Home-HIT might be the workout that brings quick, simple exercises to the masses
How much do you exercise? Government guidelines suggest that, in order to stay healthy, adults should perform at least 150 minutes of moderate aerobic activity every week—that's exercise that gets your breathing and heart rate up.
A new study, published in the Journal of Physiology investigated a home-based high-intensity interval training (Home-HIT) programme and studied its benefits for clinically obese individuals with an elevated risk of heart disease.
Previous research has demonstrated that under controlled laboratory conditions, you can get the same benefits from three 20-minute exercise sessions, as from the Government-recommended 150 minutes. However, the question is whether data produced in highly controlled laboratory environments can be translated to the real world.
The research team at Liverpool John Moores University were interested in whether Home-HIT is a time-efficient strategy that helps to reduce other common exercise barriers such as difficultly with access to exercise facilities due travel time and cost.

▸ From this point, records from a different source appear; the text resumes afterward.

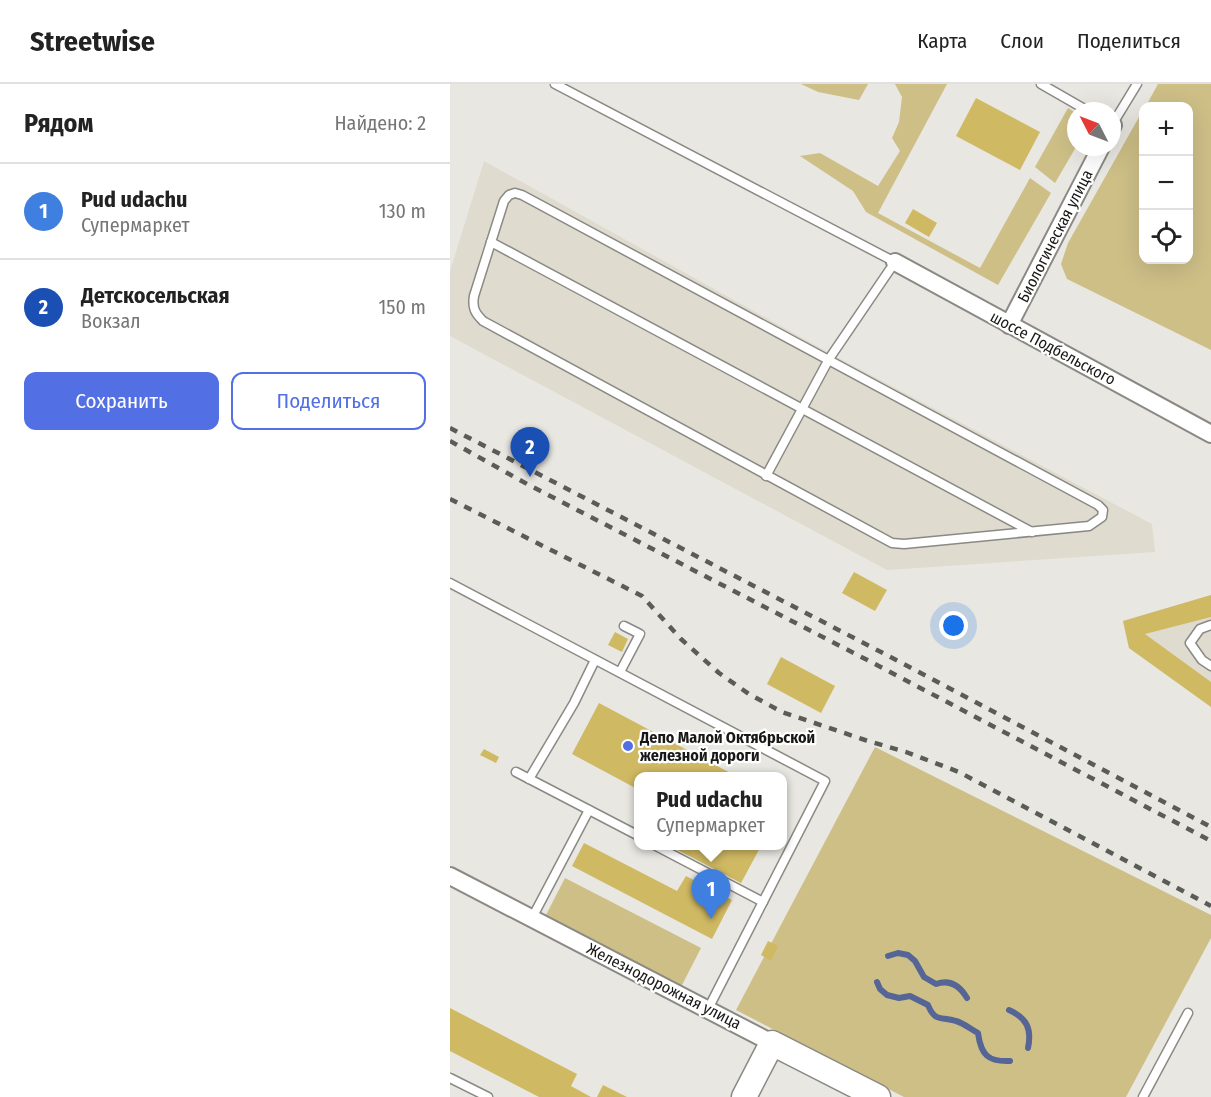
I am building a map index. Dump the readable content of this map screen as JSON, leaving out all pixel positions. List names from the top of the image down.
{
  "streets": {
    "street": ["Биологическая улица", "шоссе Подбельского", "Железнодорожная улица"]
  },
  "crossings": [
    ["Биологическая улица", "шоссе Подбельского"]
  ],
  "places": ["Депо Малой Октябрьской железной дороги"],
  "north": "top left",
  "page": {
    "header": "Streetwise",
    "nav": ["Карта", "Слои", "Поделиться"],
    "heading": ["Рядом", "Найдено: 2"],
    "map_buttons": ["+", "−"],
    "list": [
      {
        "mark": "1",
        "name": "Pud udachu",
        "note": "Супермаркет",
        "value": "130 m"
      },
      {
        "mark": "2",
        "name": "Детскосельская",
        "note": "Вокзал",
        "value": "150 m"
      }
    ],
    "buttons": ["Сохранить", "Поделиться"],
    "pins": ["2", "1"],
    "popup": ["Pud udachu", "Супермаркет"]
  }
}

In this study, 32 obese people completed a 12-week programme of either: 1) a supervised, lab-based cycling HIT programme, 2) the Government-recommended 150 minutes of moderate intensity exercise or 3) a home-based HIT programme of simple body weight exercises suitable for people with low fitness and low mobility, and performed without equipment. For all of these regimens, the exercise was performed three times per week.

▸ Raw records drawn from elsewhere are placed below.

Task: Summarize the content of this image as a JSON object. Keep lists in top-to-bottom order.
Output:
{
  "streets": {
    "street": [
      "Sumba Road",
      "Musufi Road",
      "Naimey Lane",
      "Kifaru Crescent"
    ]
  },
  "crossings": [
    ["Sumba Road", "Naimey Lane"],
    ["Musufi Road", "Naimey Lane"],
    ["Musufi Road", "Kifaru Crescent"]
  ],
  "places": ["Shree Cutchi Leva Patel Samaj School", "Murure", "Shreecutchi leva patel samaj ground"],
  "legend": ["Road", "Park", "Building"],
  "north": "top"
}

The researchers measured a range of health markers in these participants, including body composition, cardiovascular disease risk, and the ability to regulate glucose. They found that the home-based HIT was as effective as both the Government-recommended 150 minutes and the supervised, lab-based HIT programme for improving fitness in obese individuals.
Sam Scott, first author of the study said: "An exercise regimen such as Home-HIT that reduces barriers to exercise including time, cost and access, and increases adherence in previously inactive individuals, gives people a more attainable exercise goal, and thus could help improve the health of countless individuals."